__What you are asked to do__
Some lines below hold "bottom". Pick them out and copy them.

__Data for this exercise__
++++++++++

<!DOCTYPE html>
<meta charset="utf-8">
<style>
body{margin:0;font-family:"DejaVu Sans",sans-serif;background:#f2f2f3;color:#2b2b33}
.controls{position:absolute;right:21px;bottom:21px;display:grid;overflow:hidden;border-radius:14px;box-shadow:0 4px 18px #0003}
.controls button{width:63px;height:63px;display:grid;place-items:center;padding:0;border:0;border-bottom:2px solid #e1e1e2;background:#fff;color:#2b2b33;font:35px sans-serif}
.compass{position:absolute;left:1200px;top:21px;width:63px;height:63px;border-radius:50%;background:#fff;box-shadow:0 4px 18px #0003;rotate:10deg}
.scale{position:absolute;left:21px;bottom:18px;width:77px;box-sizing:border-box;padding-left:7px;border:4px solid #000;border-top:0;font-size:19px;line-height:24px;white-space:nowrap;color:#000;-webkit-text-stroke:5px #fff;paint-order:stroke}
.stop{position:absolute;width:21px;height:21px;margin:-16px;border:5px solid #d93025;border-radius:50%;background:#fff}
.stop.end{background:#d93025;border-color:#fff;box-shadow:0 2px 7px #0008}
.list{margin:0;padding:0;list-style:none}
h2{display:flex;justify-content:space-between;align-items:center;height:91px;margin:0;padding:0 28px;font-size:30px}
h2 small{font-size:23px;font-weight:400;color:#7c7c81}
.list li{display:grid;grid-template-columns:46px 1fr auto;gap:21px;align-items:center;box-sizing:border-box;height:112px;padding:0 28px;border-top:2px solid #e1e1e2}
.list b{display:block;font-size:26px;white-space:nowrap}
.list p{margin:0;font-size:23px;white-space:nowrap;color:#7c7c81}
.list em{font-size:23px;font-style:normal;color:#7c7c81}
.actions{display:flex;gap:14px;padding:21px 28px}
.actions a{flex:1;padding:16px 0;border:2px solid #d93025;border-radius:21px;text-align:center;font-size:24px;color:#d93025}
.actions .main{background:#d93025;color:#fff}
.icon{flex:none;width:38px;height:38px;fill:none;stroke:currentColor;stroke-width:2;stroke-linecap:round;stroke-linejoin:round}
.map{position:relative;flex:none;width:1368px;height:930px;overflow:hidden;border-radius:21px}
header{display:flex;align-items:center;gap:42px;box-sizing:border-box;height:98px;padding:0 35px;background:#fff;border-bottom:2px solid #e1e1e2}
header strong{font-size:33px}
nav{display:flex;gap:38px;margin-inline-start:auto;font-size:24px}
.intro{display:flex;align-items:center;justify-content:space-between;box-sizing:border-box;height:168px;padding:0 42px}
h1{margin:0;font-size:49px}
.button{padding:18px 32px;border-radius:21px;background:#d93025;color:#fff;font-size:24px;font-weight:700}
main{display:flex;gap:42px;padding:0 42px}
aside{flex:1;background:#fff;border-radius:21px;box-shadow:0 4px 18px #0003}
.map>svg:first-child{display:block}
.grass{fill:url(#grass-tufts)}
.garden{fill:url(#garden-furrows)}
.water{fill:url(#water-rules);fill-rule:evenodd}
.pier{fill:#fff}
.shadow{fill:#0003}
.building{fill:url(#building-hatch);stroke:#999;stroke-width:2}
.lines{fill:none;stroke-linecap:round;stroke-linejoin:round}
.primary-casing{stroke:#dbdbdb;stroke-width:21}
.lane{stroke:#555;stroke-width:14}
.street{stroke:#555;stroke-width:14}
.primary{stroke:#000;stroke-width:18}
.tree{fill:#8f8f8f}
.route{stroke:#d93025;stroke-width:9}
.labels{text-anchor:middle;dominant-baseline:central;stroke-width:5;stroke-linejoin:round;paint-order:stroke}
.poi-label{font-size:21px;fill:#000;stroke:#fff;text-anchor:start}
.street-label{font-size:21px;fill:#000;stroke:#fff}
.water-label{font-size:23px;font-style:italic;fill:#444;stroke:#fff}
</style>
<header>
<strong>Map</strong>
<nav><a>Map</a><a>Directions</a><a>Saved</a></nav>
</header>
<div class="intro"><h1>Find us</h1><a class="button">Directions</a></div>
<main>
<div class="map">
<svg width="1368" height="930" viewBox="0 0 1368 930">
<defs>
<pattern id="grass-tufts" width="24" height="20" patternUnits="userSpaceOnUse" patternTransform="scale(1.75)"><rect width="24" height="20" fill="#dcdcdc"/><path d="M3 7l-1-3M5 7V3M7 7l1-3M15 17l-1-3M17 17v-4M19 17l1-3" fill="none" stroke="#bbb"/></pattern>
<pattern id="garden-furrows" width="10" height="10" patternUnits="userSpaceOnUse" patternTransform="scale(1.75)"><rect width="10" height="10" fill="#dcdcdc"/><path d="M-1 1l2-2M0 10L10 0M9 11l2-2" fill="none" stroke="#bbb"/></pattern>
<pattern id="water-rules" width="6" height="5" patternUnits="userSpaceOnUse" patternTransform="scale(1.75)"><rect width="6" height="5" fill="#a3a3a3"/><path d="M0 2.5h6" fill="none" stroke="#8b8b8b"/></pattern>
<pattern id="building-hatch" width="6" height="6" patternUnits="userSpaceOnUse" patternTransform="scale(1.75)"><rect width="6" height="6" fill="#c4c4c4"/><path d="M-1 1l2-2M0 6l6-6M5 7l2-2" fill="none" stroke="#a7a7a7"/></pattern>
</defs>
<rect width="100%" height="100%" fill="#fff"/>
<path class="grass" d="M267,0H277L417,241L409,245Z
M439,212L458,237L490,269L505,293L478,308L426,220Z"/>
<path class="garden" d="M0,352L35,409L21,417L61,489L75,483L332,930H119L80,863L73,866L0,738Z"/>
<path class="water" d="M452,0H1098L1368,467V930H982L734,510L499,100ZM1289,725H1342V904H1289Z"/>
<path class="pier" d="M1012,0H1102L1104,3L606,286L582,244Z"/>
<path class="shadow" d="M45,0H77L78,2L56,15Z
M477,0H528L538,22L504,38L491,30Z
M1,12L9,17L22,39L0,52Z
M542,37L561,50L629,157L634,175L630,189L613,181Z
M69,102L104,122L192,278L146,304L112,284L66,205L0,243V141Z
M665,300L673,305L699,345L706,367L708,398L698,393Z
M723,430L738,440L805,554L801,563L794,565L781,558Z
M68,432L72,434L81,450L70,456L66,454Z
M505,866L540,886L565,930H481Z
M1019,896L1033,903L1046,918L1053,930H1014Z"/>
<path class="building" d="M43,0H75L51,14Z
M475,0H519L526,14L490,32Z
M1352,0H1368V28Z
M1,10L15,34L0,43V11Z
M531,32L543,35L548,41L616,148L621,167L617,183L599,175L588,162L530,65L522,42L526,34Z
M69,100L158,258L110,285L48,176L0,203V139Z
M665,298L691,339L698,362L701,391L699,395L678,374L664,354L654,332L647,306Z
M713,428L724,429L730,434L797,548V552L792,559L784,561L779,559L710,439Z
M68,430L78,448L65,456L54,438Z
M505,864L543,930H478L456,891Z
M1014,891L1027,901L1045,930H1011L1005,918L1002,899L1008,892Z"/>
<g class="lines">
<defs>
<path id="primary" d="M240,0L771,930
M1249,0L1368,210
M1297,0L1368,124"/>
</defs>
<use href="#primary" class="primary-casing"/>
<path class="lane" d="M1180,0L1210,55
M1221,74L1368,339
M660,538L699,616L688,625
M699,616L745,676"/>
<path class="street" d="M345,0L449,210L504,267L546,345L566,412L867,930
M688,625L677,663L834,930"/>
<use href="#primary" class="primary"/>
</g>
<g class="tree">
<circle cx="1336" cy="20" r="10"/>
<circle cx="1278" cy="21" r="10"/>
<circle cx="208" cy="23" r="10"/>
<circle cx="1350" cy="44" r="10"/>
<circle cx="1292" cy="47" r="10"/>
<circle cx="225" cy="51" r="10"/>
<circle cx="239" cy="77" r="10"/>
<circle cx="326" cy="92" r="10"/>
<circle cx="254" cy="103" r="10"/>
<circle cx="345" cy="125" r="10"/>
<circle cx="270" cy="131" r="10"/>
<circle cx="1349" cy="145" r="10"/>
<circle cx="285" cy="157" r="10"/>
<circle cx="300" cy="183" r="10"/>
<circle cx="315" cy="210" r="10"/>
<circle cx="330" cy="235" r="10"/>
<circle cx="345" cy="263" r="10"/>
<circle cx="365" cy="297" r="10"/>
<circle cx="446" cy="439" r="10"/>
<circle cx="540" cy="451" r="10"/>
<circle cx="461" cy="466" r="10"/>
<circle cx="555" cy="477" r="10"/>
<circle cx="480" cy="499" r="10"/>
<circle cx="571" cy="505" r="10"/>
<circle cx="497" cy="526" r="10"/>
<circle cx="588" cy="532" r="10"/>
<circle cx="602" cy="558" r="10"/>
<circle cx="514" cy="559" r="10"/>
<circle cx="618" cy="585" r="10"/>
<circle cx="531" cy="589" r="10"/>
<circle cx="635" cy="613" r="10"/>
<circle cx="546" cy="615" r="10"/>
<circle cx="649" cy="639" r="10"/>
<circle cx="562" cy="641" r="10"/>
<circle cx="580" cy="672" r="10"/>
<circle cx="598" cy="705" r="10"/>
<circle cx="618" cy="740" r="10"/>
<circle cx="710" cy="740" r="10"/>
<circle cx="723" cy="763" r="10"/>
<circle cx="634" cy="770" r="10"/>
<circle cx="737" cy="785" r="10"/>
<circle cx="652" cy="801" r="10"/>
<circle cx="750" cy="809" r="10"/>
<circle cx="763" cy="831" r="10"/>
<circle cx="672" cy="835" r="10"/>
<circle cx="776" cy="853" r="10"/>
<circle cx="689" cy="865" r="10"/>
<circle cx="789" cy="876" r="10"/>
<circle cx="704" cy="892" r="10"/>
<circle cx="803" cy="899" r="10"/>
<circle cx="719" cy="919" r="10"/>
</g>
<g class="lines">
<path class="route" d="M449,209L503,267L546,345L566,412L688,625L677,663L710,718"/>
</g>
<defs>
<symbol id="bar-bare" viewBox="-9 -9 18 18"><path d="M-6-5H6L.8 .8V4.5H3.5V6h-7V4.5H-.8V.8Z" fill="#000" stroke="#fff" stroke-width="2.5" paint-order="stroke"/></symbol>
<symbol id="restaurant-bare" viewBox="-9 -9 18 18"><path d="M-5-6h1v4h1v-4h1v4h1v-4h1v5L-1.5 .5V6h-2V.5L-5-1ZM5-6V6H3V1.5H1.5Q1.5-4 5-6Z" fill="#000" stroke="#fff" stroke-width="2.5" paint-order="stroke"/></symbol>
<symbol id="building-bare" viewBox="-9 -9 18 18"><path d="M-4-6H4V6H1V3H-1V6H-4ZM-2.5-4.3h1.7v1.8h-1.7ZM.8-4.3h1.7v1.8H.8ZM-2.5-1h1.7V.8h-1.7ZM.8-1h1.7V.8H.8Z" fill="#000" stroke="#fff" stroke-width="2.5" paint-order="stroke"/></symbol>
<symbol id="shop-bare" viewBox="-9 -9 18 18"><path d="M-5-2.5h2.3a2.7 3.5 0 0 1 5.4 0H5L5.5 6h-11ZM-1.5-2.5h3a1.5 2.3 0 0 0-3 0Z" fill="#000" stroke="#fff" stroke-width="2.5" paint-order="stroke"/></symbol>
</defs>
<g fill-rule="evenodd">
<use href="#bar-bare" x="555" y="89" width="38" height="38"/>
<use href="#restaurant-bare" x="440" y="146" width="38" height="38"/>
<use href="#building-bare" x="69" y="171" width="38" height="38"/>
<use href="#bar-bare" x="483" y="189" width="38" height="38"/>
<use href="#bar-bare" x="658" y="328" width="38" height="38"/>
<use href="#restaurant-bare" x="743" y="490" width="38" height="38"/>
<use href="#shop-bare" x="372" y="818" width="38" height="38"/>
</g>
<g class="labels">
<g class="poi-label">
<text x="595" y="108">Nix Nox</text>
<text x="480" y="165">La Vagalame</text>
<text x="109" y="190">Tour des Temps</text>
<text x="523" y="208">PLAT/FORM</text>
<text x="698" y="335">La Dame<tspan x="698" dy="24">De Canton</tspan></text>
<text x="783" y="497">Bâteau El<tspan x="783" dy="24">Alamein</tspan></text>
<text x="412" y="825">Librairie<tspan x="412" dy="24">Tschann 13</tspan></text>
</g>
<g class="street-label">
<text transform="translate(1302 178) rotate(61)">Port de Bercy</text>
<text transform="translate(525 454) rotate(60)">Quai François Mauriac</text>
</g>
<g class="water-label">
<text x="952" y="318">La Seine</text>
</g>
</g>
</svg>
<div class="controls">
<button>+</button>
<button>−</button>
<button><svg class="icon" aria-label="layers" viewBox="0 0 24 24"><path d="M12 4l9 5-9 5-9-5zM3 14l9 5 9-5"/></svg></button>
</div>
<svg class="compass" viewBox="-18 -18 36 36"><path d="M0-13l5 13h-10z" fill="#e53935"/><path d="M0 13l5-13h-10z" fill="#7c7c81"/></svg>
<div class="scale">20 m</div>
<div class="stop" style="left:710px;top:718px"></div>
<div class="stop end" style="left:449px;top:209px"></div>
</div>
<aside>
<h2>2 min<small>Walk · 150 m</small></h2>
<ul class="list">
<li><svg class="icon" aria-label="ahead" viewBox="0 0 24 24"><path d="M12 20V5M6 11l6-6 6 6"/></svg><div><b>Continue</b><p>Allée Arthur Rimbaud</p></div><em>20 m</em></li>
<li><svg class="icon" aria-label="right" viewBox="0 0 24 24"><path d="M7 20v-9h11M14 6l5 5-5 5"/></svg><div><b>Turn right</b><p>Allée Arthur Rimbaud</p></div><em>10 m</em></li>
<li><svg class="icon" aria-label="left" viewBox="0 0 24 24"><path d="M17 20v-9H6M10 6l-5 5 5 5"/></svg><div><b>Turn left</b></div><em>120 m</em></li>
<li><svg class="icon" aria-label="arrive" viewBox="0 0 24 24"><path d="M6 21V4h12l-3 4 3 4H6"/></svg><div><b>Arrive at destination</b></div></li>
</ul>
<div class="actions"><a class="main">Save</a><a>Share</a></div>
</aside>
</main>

++++++++++

__Solution to this task__
.controls{position:absolute;right:21px;bottom:21px;display:grid;overflow:hidden;border-radius:14px;box-shadow:0 4px 18px #0003}
.controls button{width:63px;height:63px;display:grid;place-items:center;padding:0;border:0;border-bottom:2px solid #e1e1e2;background:#fff;color:#2b2b33;font:35px sans-serif}
.scale{position:absolute;left:21px;bottom:18px;width:77px;box-sizing:border-box;padding-left:7px;border:4px solid #000;border-top:0;font-size:19px;line-height:24px;white-space:nowrap;color:#000;-webkit-text-stroke:5px #fff;paint-order:stroke}
header{display:flex;align-items:center;gap:42px;box-sizing:border-box;height:98px;padding:0 35px;background:#fff;border-bottom:2px solid #e1e1e2}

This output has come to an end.